You're setting up a row of dominoes; when one falls, they all fall.
If your SL is too tight, it will be broken. Then when price recoils, you get "stopped out". Then you draw a demand line that would not be drawn if the supply line hadn't been too tight to begin with. Since this demand line is usually irrelevant, any long entry taken off of it is not triggered or, if also set too tight, is triggered then stopped out. This prevents you from being in a psychological position to take the next short but to wait until the one after that, which is so late that it will also be stopped out by a recoil.
You want these lines to protect you from failure. That is not their purpose. Their purpose is to track supply and demand. If you're obsessed with your entry and whether or not you're in profit, all that goes out the window and you are in effect wasting your time, focusing on your P&L rather than price movement.

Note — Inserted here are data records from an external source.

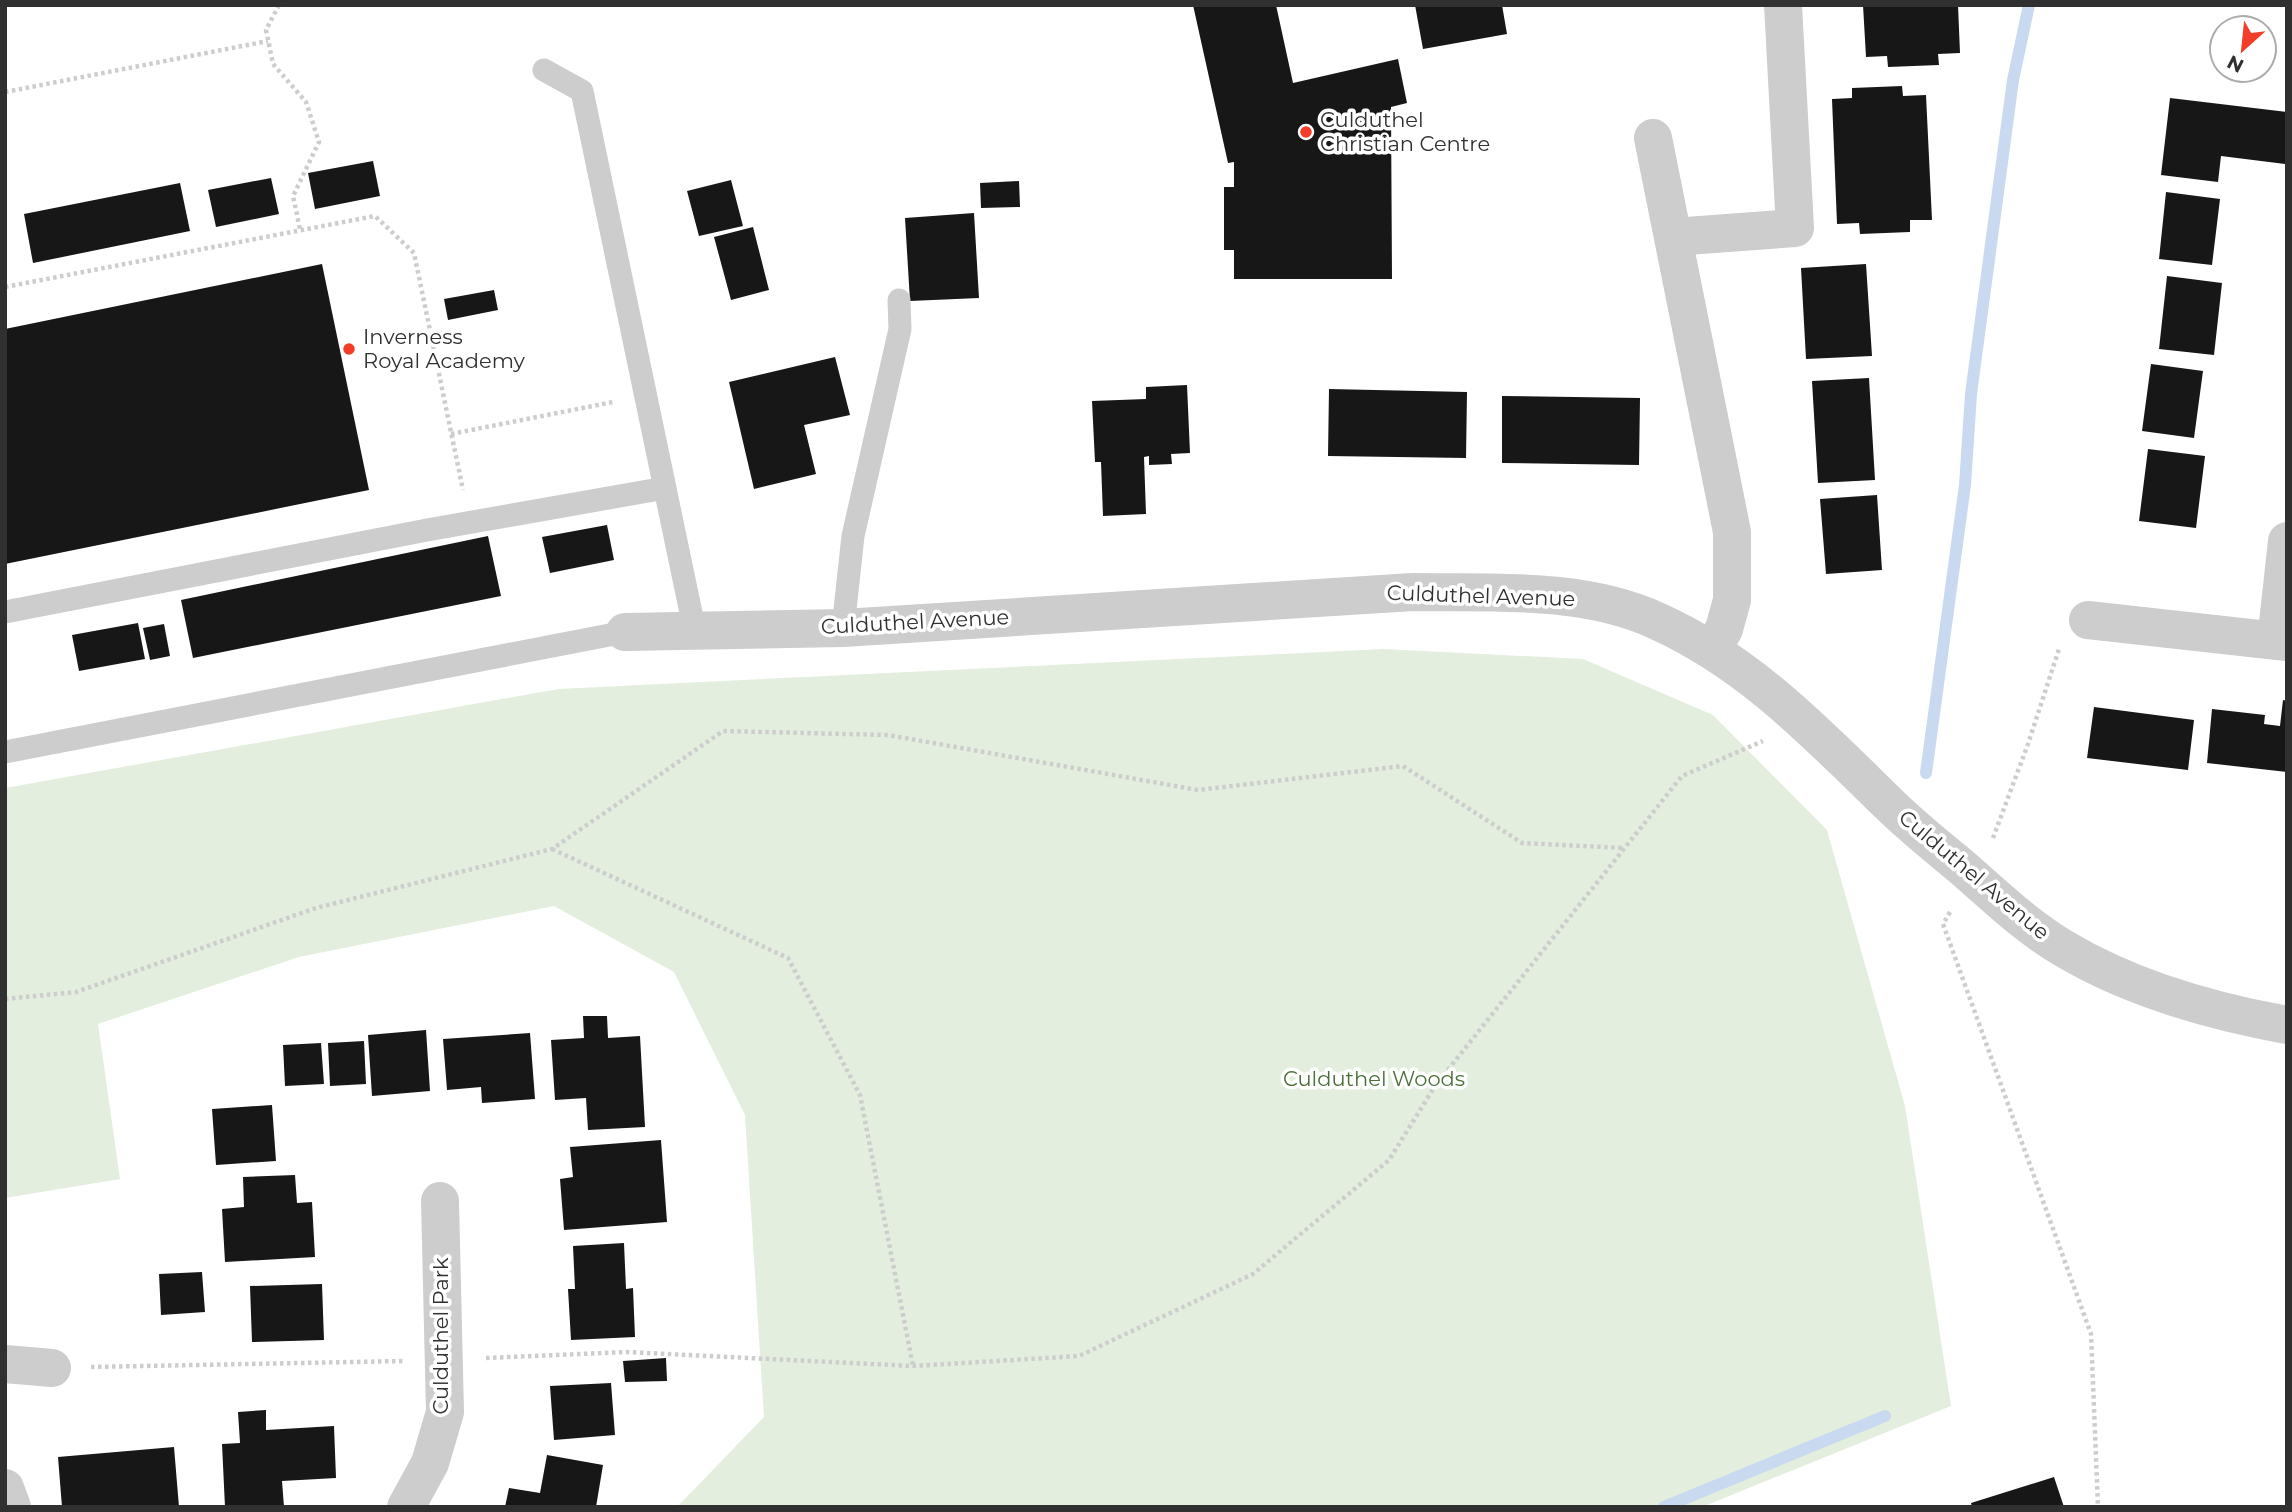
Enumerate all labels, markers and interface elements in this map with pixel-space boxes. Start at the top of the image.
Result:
north arrow [2208,14,2278,84]
text: N [2223,50,2248,77]
place label: Culduthel Christian Centre [1320,107,1490,156]
marker: Culduthel Christian Centre [1298,124,1314,140]
place label: Inverness Royal Academy [363,324,526,373]
marker: Inverness Royal Academy [341,341,357,357]
street label: Culduthel Avenue [1386,580,1576,611]
street label: Culduthel Avenue [820,604,1010,639]
street label: Culduthel Avenue [1894,804,2055,945]
park label: Culduthel Woods [1283,1066,1465,1091]
street label: Culduthel Park [428,1257,453,1415]

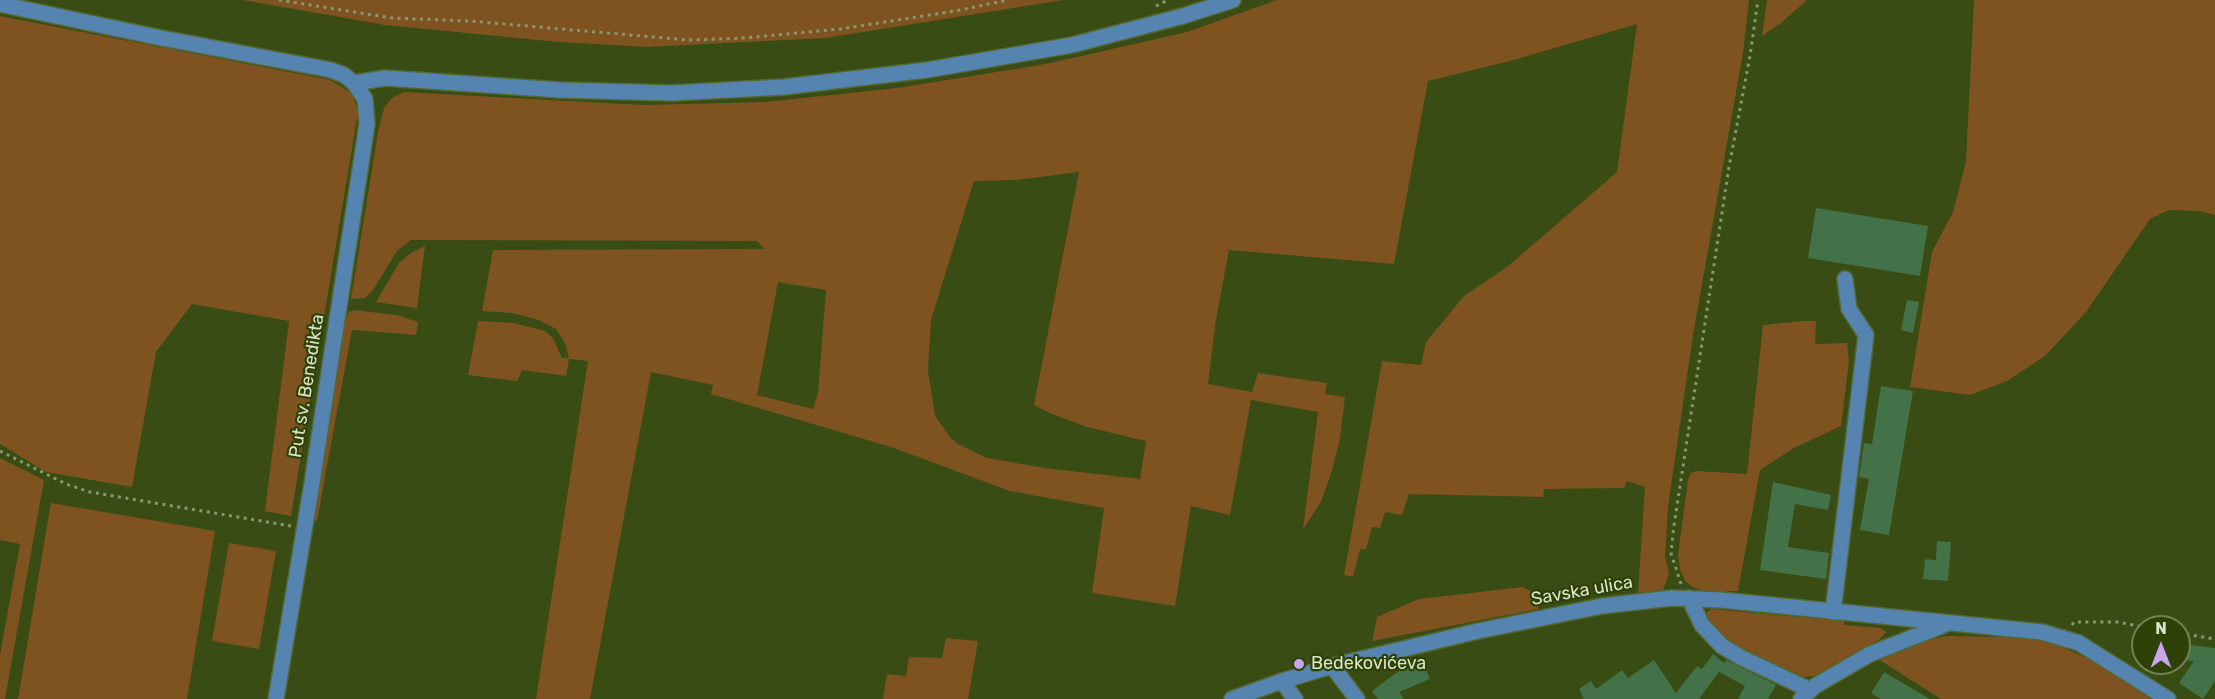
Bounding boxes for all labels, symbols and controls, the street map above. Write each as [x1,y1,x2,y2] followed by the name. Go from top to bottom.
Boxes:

Backtesting will tell you how far away from the ret your entry has to be in order to avoid being tripped by a meaningless tick without being so far away that you are nearing the end of the move. I use a point, and not just because it seemed like a good idea. Backtesting will also tell you how much of a recoil you can expect after entry. If the entry is correct, the recoil will not be more than a few ticks. I know this because of my backtesting. I also know that if for some reason it recoils more than that, then no entry would have been correct. There is a high probability that the trade is bad to begin with.
Your entry has nothing to do with price movement. If you had simply allowed price to come back and make a lower swing high, you would never have exited. If you can't allow price to make these retracements without jumping out, then go ahead and exit and, if price makes a lower high, re-enter immediately instead of waiting for another, lower retracement which will put you in exactly the same situation.